Give the number of lines in this listing that contain the word "absolute", and nothing else.

▸ **Dataset content**:
· · · · · · ·

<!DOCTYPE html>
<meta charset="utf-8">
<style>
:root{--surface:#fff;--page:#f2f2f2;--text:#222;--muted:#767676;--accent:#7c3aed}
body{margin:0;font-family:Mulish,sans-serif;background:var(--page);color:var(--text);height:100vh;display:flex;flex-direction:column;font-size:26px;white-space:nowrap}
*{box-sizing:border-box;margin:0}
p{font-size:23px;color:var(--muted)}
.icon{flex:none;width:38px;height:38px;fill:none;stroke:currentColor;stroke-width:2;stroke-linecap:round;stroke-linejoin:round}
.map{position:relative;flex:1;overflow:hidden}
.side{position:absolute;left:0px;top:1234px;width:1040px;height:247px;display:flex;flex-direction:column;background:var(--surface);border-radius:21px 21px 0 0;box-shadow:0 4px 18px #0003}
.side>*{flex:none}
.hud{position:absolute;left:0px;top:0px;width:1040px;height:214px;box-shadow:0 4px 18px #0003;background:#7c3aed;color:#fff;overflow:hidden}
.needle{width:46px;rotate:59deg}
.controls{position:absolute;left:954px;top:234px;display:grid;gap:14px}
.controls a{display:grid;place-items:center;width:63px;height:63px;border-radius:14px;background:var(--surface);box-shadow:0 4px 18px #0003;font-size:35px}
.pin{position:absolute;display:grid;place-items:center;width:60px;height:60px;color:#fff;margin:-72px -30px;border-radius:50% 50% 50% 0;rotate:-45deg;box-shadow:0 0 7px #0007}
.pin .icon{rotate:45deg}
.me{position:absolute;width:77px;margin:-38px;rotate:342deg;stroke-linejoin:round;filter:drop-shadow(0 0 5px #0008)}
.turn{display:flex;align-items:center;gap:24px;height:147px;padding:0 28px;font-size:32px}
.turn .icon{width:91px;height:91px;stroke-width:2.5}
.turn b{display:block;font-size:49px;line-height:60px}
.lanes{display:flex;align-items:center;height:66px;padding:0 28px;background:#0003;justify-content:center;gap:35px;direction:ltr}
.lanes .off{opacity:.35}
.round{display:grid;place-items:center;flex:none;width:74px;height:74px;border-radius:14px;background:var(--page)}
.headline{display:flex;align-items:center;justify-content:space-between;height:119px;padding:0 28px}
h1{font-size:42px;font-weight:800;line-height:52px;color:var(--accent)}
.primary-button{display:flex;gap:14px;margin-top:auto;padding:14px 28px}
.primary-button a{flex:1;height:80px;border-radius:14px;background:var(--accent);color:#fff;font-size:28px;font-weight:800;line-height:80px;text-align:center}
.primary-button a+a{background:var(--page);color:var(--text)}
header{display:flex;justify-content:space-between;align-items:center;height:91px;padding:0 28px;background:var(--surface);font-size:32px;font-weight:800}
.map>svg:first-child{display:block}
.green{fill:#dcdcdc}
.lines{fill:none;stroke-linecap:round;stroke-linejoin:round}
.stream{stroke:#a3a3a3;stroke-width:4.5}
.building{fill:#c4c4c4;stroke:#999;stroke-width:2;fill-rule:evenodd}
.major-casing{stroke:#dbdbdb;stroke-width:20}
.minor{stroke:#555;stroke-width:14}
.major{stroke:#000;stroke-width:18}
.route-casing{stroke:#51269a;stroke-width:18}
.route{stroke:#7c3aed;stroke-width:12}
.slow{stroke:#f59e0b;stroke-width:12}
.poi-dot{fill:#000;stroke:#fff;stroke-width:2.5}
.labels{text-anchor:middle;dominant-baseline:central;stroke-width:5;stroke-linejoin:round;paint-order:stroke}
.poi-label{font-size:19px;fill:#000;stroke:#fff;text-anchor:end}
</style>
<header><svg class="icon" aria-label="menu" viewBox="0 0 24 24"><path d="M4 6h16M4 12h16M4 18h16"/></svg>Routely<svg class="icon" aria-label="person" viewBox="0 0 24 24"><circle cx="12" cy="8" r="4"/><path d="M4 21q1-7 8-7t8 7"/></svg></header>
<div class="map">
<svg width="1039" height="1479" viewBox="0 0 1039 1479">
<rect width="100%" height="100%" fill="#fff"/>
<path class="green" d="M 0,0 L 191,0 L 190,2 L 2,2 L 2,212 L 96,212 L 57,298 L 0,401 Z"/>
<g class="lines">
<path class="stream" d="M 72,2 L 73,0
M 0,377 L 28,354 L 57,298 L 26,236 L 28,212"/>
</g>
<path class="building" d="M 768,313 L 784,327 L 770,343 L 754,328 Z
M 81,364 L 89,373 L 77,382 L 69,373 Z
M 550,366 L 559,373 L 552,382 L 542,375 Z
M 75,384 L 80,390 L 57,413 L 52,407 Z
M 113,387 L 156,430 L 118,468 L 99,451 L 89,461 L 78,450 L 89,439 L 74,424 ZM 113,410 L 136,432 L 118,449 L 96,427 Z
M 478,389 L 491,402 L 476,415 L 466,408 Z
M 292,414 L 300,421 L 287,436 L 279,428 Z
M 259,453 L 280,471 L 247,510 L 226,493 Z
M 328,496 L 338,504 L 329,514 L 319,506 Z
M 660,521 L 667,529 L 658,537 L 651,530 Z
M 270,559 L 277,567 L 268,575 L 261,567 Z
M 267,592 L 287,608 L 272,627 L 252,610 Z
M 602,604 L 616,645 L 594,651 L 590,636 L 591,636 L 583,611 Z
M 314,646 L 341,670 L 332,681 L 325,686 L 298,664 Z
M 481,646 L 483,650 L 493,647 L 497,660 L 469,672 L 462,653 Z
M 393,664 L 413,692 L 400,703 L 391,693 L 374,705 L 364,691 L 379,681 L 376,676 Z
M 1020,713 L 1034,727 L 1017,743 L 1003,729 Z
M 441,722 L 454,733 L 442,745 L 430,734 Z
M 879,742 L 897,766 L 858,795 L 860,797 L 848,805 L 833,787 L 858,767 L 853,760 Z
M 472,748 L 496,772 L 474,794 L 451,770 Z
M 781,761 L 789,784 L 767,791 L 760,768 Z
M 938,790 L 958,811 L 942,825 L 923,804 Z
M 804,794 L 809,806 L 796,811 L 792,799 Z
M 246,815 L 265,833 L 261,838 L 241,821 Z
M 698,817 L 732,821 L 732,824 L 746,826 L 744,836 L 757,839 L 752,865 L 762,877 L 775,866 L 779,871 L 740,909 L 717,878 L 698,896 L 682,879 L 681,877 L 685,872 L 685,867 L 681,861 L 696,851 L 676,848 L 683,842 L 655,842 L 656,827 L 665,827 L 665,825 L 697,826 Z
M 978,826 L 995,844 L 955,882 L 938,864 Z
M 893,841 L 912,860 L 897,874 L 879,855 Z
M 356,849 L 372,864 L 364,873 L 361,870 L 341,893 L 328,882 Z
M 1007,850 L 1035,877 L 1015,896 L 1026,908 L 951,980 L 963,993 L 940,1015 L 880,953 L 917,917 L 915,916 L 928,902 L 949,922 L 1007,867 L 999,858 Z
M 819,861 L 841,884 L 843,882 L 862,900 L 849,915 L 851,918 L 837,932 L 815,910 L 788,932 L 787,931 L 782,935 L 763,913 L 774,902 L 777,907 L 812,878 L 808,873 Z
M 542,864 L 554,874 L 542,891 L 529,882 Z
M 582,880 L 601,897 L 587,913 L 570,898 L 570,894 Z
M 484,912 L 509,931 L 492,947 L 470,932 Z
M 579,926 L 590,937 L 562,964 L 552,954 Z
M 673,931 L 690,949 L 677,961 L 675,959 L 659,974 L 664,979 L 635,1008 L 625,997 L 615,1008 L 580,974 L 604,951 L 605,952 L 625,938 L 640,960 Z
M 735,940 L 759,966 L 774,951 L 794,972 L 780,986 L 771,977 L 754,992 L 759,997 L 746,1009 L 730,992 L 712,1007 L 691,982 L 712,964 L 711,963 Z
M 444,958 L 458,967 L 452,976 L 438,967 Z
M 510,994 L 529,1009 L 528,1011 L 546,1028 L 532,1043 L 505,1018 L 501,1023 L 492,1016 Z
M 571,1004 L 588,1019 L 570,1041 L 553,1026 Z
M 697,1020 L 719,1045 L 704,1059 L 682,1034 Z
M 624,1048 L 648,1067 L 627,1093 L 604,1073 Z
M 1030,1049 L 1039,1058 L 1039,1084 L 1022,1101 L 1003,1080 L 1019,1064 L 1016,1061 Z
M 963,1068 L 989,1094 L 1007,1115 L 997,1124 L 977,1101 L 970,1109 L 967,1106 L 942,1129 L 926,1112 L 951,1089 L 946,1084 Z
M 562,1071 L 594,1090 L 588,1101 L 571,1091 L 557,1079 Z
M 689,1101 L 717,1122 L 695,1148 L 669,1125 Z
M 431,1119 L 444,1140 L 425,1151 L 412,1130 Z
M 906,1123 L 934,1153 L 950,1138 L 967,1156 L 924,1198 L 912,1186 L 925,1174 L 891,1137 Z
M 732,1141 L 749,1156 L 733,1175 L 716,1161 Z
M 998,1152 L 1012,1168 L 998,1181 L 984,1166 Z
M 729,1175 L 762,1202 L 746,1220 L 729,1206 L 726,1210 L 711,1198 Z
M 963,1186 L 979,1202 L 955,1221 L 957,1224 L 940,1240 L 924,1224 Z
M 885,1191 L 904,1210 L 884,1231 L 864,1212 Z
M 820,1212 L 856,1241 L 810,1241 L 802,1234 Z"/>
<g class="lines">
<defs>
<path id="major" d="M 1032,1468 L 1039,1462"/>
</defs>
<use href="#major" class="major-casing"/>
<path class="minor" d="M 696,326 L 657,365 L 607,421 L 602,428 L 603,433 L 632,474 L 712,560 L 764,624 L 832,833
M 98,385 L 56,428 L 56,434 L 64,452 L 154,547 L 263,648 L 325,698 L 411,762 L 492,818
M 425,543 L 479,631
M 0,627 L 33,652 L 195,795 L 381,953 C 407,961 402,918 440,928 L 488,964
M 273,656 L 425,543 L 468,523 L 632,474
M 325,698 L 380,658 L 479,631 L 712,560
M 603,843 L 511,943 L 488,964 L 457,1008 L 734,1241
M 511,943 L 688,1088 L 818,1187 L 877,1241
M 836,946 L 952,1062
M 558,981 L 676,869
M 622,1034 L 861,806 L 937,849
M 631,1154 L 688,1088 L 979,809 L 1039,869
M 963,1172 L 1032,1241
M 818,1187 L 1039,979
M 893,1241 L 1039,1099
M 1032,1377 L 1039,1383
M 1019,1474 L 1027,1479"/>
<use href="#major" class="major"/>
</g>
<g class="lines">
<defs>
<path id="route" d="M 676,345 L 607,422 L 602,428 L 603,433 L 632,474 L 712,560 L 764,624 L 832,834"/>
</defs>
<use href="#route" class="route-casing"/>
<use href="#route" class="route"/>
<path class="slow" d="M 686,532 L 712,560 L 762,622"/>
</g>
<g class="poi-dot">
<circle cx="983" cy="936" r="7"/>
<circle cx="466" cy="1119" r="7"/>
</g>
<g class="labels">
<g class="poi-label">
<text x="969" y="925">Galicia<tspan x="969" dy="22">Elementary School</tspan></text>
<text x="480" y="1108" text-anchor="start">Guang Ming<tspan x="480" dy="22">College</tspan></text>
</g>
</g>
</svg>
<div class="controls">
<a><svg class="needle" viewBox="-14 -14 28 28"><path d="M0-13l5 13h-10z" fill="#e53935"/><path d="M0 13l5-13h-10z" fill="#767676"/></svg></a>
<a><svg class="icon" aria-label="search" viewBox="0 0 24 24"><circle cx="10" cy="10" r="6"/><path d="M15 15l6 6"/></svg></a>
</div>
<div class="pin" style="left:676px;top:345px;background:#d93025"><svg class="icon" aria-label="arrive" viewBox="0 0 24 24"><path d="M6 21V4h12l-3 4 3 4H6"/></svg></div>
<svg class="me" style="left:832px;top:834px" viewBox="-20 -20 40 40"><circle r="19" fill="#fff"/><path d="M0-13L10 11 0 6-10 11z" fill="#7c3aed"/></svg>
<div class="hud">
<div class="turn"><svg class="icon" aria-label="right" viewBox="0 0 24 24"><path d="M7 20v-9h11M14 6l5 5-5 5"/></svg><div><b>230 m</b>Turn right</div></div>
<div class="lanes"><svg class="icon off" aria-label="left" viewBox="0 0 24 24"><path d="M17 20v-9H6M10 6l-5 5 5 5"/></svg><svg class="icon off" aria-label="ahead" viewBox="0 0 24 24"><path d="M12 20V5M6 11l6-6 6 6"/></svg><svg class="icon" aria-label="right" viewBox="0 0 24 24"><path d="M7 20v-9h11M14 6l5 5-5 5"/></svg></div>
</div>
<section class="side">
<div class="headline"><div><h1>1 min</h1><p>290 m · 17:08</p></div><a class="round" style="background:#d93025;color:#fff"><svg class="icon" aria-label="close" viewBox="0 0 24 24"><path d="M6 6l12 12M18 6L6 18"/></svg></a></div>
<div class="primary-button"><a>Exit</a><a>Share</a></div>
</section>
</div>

· · · · · · ·

▸ **Answer to this exercise**:
5